R+Vに対し調査に関する助言を行った独ハイデルベルク大学の政治学者、マンフレート・シュミット教授は、「トランプ大統領の容赦ない『米国第一主義』、国際的な合意事項への反感、同盟国に対するものも含む攻撃的な貿易・安全保障政策は、大多数の国民の恐怖心をあおるものだ。」と指摘した。
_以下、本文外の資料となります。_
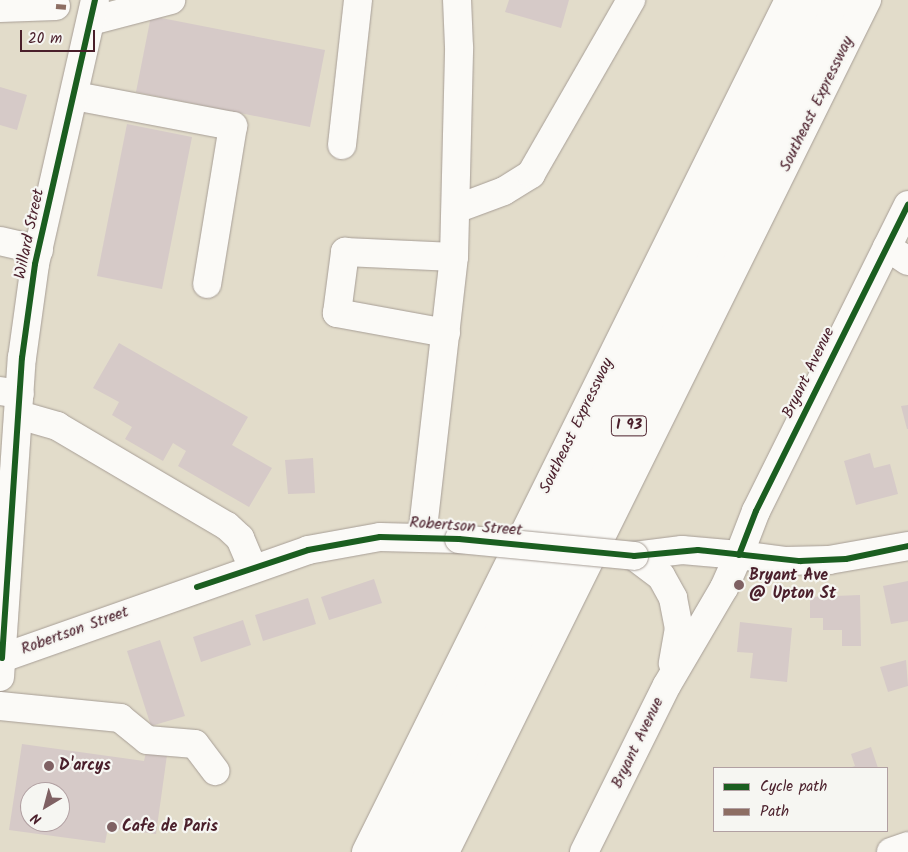 <!DOCTYPE html>
<html>
<head>
<meta charset="utf-8">
<style>
  body { margin:0 }
  #map { position:relative; width:908px; height:852px; overflow:hidden; background:#e2dcca; font-family:Kalam,sans-serif }
  div>[style] { position:absolute }
  [style*='--x'] { left:calc(var(--x)*1px); top:calc(var(--y)*1px); width:calc(var(--w)*1px); rotate:calc(var(--a)*1deg) }
  .building>* { inset:0; background:#d6cac8 }
  .roads { filter:drop-shadow(0 0 1px #a79e96) drop-shadow(0 0 1px #a79e96) }
  .minor>* { height:28px; margin:-14px; padding:0 14px; transform-origin:14px; border-radius:14px; background:#fbfaf7 }
  .major>* { height:28px; margin:-14px; padding:0 14px; transform-origin:14px; border-radius:14px; background:#fbfaf7 }
  .highway>* { height:28px; margin:-14px; padding:0 14px; transform-origin:14px; border-radius:14px; background:#fbfaf7 }
  .bridges { filter:drop-shadow(0 0 1px #a79e96) drop-shadow(0 0 1px #a79e96) }
  .major-bridge>* { height:28px; margin:-14px; padding:0 14px; transform-origin:14px; border-radius:14px; background:#fbfaf7 }
  .quiet>* { height:5px; margin-top:-2.5px; transform-origin:0; background:repeating-linear-gradient(90deg,#8d6e63 0 10px,transparent 0 15px) }
  .cycleway>* { height:6px; margin:-3px; padding:0 3px; transform-origin:3px; border-radius:3px; background:#1b5e20 }
  .dots>* { width:14px; height:14px; translate:-50% -50%; box-sizing:border-box; border:2px solid #f6f6f2; border-radius:50% }
  span { translate:-50% -50%; white-space:nowrap; text-align:center; line-height:1.15; -webkit-text-stroke:4.5px #f6f6f2; paint-order:stroke }
  .shield-label span { padding:1px 4px; background:#f6f6f2; border:1px solid; border-radius:4px; -webkit-text-stroke-width:0 }
  .shield-label { font-size:15px; color:#4a1f2b; font-weight:700 }
  .street-label { font-size:16px; color:#4a1f2b }
  .poi-label { font-size:16px; color:#4a1f2b; font-weight:700 }
  .left { translate:0 -50%; text-align:left }
  .legend { position:absolute; left:713px; top:767px; width:175px; height:65px; box-sizing:border-box; background:#f6f6f2; border:1px solid #b1a0a2; margin:0; padding:6px 9px; list-style:none; font-size:15px; color:#4a1f2b }
  .legend li { display:flex; align-items:center; gap:10px; height:25px }
  .legend b { width:25px; border:1px solid #b1a0a2 }
  .north { position:absolute; left:20px; top:782px; width:50px; height:50px; box-sizing:border-box; background:#f6f6f2; border:1px solid #b1a0a2; border-radius:50%; rotate:217deg; font-size:14px; font-weight:700; line-height:20px; text-align:center; color:#4a1f2b }
  .north::after { content:''; display:block; margin:auto; width:18px; height:22px; background:#7f6163; clip-path:polygon(50% 0,100% 100%,50% 72%,0 100%) }
  .scale { position:absolute; left:20px; top:30px; width:75px; height:22px; box-sizing:border-box; border:2px solid #4a1f2b; border-top:0; padding-left:6px; font-size:15px; line-height:18px; white-space:nowrap; color:#4a1f2b; -webkit-text-stroke:4px #f6f6f2; paint-order:stroke }
</style>
</head>
<body>
<div id="map">
  <div class="building">
    <i style="clip-path:polygon(509px 0,569px 0,561px 28px,505px 12px)"></i>
    <i style="clip-path:polygon(151px 16px,325px 50px,310px 127px,136px 92px)"></i>
    <i style="clip-path:polygon(0 87px,27px 95px,17px 130px,0 125px)"></i>
    <i style="clip-path:polygon(127px 124px,192px 137px,162px 289px,97px 276px)"></i>
    <i style="clip-path:polygon(119px 343px,248px 417px,232px 445px,272px 468px,249px 507px,178px 466px,186px 451px,173px 443px,163px 461px,125px 439px,132px 427px,112px 415px,119px 402px,93px 388px)"></i>
    <i style="clip-path:polygon(908px 405px,908px 429px,907px 429px,901px 406px)"></i>
    <i style="clip-path:polygon(870px 453px,874px 468px,890px 464px,898px 494px,856px 505px,844px 461px)"></i>
    <i style="clip-path:polygon(313px 458px,315px 493px,288px 494px,285px 460px)"></i>
    <i style="clip-path:polygon(374px 579px,382px 603px,329px 620px,321px 597px)"></i>
    <i style="clip-path:polygon(908px 581px,908px 621px,891px 624px,883px 586px)"></i>
    <i style="clip-path:polygon(860px 595px,861px 646px,842px 646px,842px 630px,823px 630px,823px 618px,810px 618px,810px 597px)"></i>
    <i style="clip-path:polygon(308px 598px,316px 624px,263px 641px,255px 615px)"></i>
    <i style="clip-path:polygon(243px 620px,251px 645px,201px 662px,193px 637px)"></i>
    <i style="clip-path:polygon(740px 622px,792px 628px,787px 682px,750px 678px,753px 653px,737px 652px)"></i>
    <i style="clip-path:polygon(160px 640px,185px 716px,151px 726px,127px 651px)"></i>
    <i style="clip-path:polygon(906px 660px,908px 686px,888px 692px,880px 667px)"></i>
    <i style="clip-path:polygon(evenodd,22px 744px,144px 761px,146px 752px,167px 755px,156px 834px,108px 828px,105px 843px,9px 830px,22px 744px,30px 792px,60px 792px,60px 822px,30px 822px,30px 792px)"></i>
    <i style="clip-path:polygon(871px 747px,878px 768px,849px 768px,855px 766px,851px 754px)"></i>
  </div>
  <div class="roads">
    <div class="minor">
      <i style="--x:0;--y:8;--w:56;--a:-2"></i>
      <i style="--x:91;--y:21;--w:83;--a:-14.7"></i>
      <i style="--x:75;--y:96;--w:161;--a:10.8"></i>
      <i style="--x:233;--y:126;--w:160;--a:99.3"></i>
      <i style="--x:342;--y:145;--w:146;--a:-83.7"></i>
      <i style="--x:908;--y:205;--w:342;--a:116.4"></i>
      <i style="--x:756;--y:511;--w:47;--a:111.1"></i>
      <i style="--x:739;--y:555;--w:46;--a:7.4"></i>
      <i style="--x:785;--y:561;--w:44;--a:-1.3"></i>
      <i style="--x:829;--y:560;--w:80;--a:-10"></i>
      <i style="--x:456;--y:209;--w:51;--a:-20.6"></i>
      <i style="--x:504;--y:191;--w:32;--a:-32"></i>
      <i style="--x:531;--y:174;--w:201;--a:-60.1"></i>
      <i style="--x:0;--y:241;--w:40;--a:13"></i>
      <i style="--x:887;--y:247;--w:25;--a:34"></i>
      <i style="--x:446;--y:333;--w:111;--a:-169.6"></i>
      <i style="--x:337;--y:313;--w:62;--a:-82.5"></i>
      <i style="--x:345;--y:252;--w:109;--a:2.6"></i>
      <i style="--x:0;--y:391;--w:20;--a:9"></i>
      <i style="--x:19;--y:415;--w:40;--a:16"></i>
      <i style="--x:57;--y:426;--w:197;--a:30.5"></i>
      <i style="--x:227;--y:526;--w:18;--a:43"></i>
      <i style="--x:240;--y:538;--w:33;--a:67"></i>
      <i style="--x:422;--y:537;--w:282;--a:-83.5"></i>
      <i style="--x:454;--y:257;--w:210;--a:-88.6"></i>
      <i style="--x:459;--y:47;--w:47;--a:-92.4"></i>
      <i style="--x:0;--y:706;--w:121;--a:5.7"></i>
      <i style="--x:120;--y:718;--w:35;--a:39"></i>
      <i style="--x:147;--y:740;--w:48;--a:4.8"></i>
      <i style="--x:195;--y:744;--w:34;--a:53"></i>
      <i style="--x:891;--y:852;--w:18;--a:-19"></i>
    </div>
    <div class="major">
      <i style="--x:634;--y:556;--w:34;--a:37"></i>
      <i style="--x:661;--y:576;--w:25;--a:61"></i>
      <i style="--x:673;--y:598;--w:31;--a:79"></i>
      <i style="--x:679;--y:628;--w:36;--a:100"></i>
      <i style="--x:2;--y:658;--w:324;--a:-19.4"></i>
      <i style="--x:308;--y:550;--w:73;--a:-10.2"></i>
      <i style="--x:380;--y:537;--w:79;--a:1.5"></i>
      <i style="--x:0;--y:677;--w:320;--a:-86.1"></i>
      <i style="--x:22;--y:358;--w:95;--a:-82.1"></i>
      <i style="--x:35;--y:264;--w:271;--a:-77.2"></i>
      <i style="--x:584;--y:852;--w:186;--a:-63.6"></i>
      <i style="--x:667;--y:685;--w:113;--a:-59.6"></i>
      <i style="--x:724;--y:588;--w:36;--a:-66"></i>
      <i style="--x:739;--y:555;--w:57;--a:-175"></i>
      <i style="--x:682;--y:550;--w:48;--a:172.9"></i>
    </div>
    <div class="highway">
      <i style="--x:366;--y:852;--w:951;--a:-63.6"></i>
      <i style="--x:390;--y:852;--w:950;--a:-63.7"></i>
      <i style="--x:418;--y:852;--w:951;--a:-63.65"></i>
      <i style="--x:445;--y:852;--w:951;--a:-63.65"></i>
    </div>
  </div>
  <div class="bridges">
    <div class="major-bridge">
      <i style="--x:459;--y:539;--w:176;--a:5.5"></i>
    </div>
  </div>
  <div class="quiet">
    <i style="--x:56;--y:6;--w:12;--a:5"></i>
  </div>
  <div class="cycleway">
    <i style="--x:739;--y:555;--w:47;--a:-68.9"></i>
    <i style="--x:756;--y:511;--w:342;--a:-63.6"></i>
    <i style="--x:197;--y:587;--w:117;--a:-18.4"></i>
    <i style="--x:308;--y:550;--w:73;--a:-10.2"></i>
    <i style="--x:380;--y:537;--w:79;--a:1.5"></i>
    <i style="--x:459;--y:539;--w:176;--a:5.5"></i>
    <i style="--x:634;--y:556;--w:64;--a:-5.4"></i>
    <i style="--x:698;--y:550;--w:103;--a:6.2"></i>
    <i style="--x:800;--y:561;--w:46;--a:-2.5"></i>
    <i style="--x:846;--y:559;--w:63;--a:-11.8"></i>
    <i style="--x:2;--y:658;--w:301;--a:-86.2"></i>
    <i style="--x:22;--y:358;--w:95;--a:-82.1"></i>
    <i style="--x:35;--y:264;--w:271;--a:-77.2"></i>
  </div>
  <div class="dots">
    <i style="left:739px;top:585px;background:#7f6163"></i>
    <i style="left:49px;top:766px;background:#7f6163"></i>
    <i style="left:112px;top:827px;background:#7f6163"></i>
  </div>
  <div class="shield-label">
    <span style="left:629px;top:426px">I 93</span>
  </div>
  <div class="street-label">
    <span style="left:817px;top:104px;rotate:-64deg">Southeast Expressway</span>
    <span style="left:30px;top:234px;rotate:-78deg">Willard Street</span>
    <span style="left:809px;top:373px;rotate:-64deg">Bryant Avenue</span>
    <span style="left:577px;top:426px;rotate:-64deg">Southeast Expressway</span>
    <span style="left:466px;top:527px;rotate:4deg">Robertson Street</span>
    <span style="left:75px;top:631px;rotate:-20deg">Robertson Street</span>
    <span style="left:638px;top:743px;rotate:-64deg">Bryant Avenue</span>
  </div>
  <div class="poi-label">
    <span class="left" style="left:749px;top:585px">Bryant Ave<br>@ Upton St</span>
    <span class="left" style="left:59px;top:766px">D'arcys</span>
    <span class="left" style="left:122px;top:827px">Cafe de Paris</span>
  </div>
  <ul class="legend">
  <li><b style="height:6px;background:#1b5e20"></b>Cycle path</li>
  <li><b style="height:6px;background:#8d6e63"></b>Path</li>
  </ul>
  <div class="north">N</div>
  <div class="scale">20 m</div>
</div>
</body>
</html>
シュミット氏は、ドイツの対米貿易黒字額や防衛費の負担額について、トランプ大統領がメルケル政権に攻撃的な発言を繰り返していることに言及し、「トランプ氏のドイツに対する攻撃は、心情面に大きな影響をもたらしている。」と説明している。
本調査はR+Vによって30年近くにわたり毎年実施されており、今年は6~7月に約2,400人のドイツ人を対象に行われた。これは、8月末に東部の都市ケムニッツでのドイツ人の刺殺事件で2人の移民が容疑者として拘束され、移民反対を訴える極右活動家によるデモが行われる前の時期となる。